Closing thoughts… Head scratch, head scratch
The Marlin Model 1894 is a well made firearm; fit, finish and performance. For folks who like something a bit different than the subject model, there are ten versions with walnut or hardwood/laminated stocks, blued or stainless steel barrels and receivers, hex or round barrel with lengths of 16.5″ to 20″. Sights run from semi buckhorn to ghost sights or rail, chambers available are 357 Mag, 44 Mag and 45 Colt.
The Marlin Model 1894 has excellent geometry for a woodland hunting rifle with open sights, although I have shot them well with a scope or red dot sight in place.

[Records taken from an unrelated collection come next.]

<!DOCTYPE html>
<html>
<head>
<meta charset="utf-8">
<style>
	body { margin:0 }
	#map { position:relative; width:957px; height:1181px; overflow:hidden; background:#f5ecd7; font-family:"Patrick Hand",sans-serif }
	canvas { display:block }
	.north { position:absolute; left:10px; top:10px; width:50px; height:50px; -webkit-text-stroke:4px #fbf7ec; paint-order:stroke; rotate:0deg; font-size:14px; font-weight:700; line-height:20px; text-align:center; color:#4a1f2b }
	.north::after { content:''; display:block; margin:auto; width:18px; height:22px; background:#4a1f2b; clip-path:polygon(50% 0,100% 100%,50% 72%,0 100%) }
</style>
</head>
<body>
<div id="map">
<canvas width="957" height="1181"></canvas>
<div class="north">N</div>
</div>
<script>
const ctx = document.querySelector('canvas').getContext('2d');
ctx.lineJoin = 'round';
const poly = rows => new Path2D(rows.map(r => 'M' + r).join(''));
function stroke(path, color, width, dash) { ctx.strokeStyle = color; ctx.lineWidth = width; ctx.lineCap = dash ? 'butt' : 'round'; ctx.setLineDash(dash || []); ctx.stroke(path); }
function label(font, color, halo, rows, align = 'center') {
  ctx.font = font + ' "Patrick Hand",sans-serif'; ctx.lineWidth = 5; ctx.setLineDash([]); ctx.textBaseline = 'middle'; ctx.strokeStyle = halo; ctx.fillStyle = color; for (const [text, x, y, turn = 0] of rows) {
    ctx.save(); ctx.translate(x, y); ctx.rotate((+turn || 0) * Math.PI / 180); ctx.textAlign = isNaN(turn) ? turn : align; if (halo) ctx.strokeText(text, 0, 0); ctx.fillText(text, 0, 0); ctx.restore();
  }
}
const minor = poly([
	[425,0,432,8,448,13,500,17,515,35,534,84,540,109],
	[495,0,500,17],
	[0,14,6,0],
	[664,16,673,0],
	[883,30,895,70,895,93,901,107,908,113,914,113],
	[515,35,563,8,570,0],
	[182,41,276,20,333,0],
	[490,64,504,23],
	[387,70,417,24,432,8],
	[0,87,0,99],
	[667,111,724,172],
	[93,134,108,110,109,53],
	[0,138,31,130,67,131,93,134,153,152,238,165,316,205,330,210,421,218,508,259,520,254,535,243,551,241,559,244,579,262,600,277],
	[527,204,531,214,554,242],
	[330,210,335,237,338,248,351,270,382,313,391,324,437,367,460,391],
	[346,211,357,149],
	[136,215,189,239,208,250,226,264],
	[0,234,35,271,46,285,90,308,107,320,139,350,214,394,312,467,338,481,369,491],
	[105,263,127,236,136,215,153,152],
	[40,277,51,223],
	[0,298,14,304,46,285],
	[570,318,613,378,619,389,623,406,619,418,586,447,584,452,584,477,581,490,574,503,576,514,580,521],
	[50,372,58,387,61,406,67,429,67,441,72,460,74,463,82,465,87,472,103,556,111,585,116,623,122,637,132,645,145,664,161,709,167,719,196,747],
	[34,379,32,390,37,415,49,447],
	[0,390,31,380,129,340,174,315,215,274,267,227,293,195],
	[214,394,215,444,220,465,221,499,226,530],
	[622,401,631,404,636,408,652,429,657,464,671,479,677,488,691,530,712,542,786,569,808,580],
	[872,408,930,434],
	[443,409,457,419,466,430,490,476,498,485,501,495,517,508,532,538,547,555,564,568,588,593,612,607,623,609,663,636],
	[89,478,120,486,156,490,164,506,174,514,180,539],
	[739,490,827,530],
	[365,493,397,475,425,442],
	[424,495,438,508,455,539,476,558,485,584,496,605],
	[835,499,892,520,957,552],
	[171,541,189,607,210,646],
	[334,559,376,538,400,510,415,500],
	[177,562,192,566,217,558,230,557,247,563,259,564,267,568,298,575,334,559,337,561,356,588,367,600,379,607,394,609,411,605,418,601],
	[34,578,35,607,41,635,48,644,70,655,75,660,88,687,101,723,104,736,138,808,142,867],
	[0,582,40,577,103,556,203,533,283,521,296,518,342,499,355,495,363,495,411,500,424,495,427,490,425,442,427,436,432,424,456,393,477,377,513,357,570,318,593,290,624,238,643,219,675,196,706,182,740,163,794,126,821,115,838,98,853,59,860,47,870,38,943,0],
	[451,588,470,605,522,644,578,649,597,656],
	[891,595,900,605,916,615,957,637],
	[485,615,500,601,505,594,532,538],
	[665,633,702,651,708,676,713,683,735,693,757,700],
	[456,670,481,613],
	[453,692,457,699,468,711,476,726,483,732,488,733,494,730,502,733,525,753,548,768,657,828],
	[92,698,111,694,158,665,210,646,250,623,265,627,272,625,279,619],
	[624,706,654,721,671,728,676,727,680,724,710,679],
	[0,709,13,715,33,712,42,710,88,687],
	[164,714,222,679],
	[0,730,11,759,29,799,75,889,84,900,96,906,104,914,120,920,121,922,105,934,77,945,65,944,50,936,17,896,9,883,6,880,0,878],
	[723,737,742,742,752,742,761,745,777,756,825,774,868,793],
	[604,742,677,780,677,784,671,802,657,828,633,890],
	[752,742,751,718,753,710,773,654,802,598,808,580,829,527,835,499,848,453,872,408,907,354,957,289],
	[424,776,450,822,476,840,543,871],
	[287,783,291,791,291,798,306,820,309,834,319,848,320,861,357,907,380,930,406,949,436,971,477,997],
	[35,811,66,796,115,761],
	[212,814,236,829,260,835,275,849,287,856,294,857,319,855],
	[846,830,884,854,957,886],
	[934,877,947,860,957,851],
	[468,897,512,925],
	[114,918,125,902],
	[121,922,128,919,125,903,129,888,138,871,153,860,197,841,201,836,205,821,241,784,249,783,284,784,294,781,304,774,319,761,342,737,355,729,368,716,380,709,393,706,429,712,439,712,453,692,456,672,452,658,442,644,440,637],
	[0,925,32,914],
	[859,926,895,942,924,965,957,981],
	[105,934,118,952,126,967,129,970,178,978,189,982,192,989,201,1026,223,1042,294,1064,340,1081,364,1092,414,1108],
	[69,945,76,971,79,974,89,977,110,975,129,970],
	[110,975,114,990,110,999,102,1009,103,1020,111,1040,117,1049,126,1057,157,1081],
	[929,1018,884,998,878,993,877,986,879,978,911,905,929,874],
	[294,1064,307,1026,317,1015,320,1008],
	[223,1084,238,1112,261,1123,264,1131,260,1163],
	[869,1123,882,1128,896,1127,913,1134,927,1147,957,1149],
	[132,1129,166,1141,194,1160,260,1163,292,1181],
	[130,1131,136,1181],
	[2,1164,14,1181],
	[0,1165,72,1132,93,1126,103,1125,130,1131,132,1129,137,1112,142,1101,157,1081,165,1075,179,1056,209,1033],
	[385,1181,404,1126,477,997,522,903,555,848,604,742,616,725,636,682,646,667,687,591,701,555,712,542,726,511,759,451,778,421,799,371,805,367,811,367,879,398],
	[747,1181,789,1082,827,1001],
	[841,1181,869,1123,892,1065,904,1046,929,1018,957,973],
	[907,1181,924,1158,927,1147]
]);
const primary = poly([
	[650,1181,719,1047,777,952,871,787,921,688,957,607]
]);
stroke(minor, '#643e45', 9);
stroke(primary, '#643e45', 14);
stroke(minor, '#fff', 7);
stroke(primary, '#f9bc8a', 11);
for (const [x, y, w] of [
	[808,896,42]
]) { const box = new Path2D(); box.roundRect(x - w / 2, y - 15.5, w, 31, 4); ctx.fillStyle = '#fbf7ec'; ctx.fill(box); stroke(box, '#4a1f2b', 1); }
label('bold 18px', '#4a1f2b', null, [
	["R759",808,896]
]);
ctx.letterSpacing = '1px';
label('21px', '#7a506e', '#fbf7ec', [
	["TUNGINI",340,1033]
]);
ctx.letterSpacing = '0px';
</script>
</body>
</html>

Quick to shoulder, quick to cycle and sight settle naturally on a target. Recoil is modest, report is as well. For those who like to tinker, there are lots of aftermarket parts; sights, stocks, recoil pads and butt plates, oversize levers, spring kits, etc. Personally, when I grow up and can afford the indulgence, I’d like to get a Marlin Custom Shop Model 1894. Nice rifle.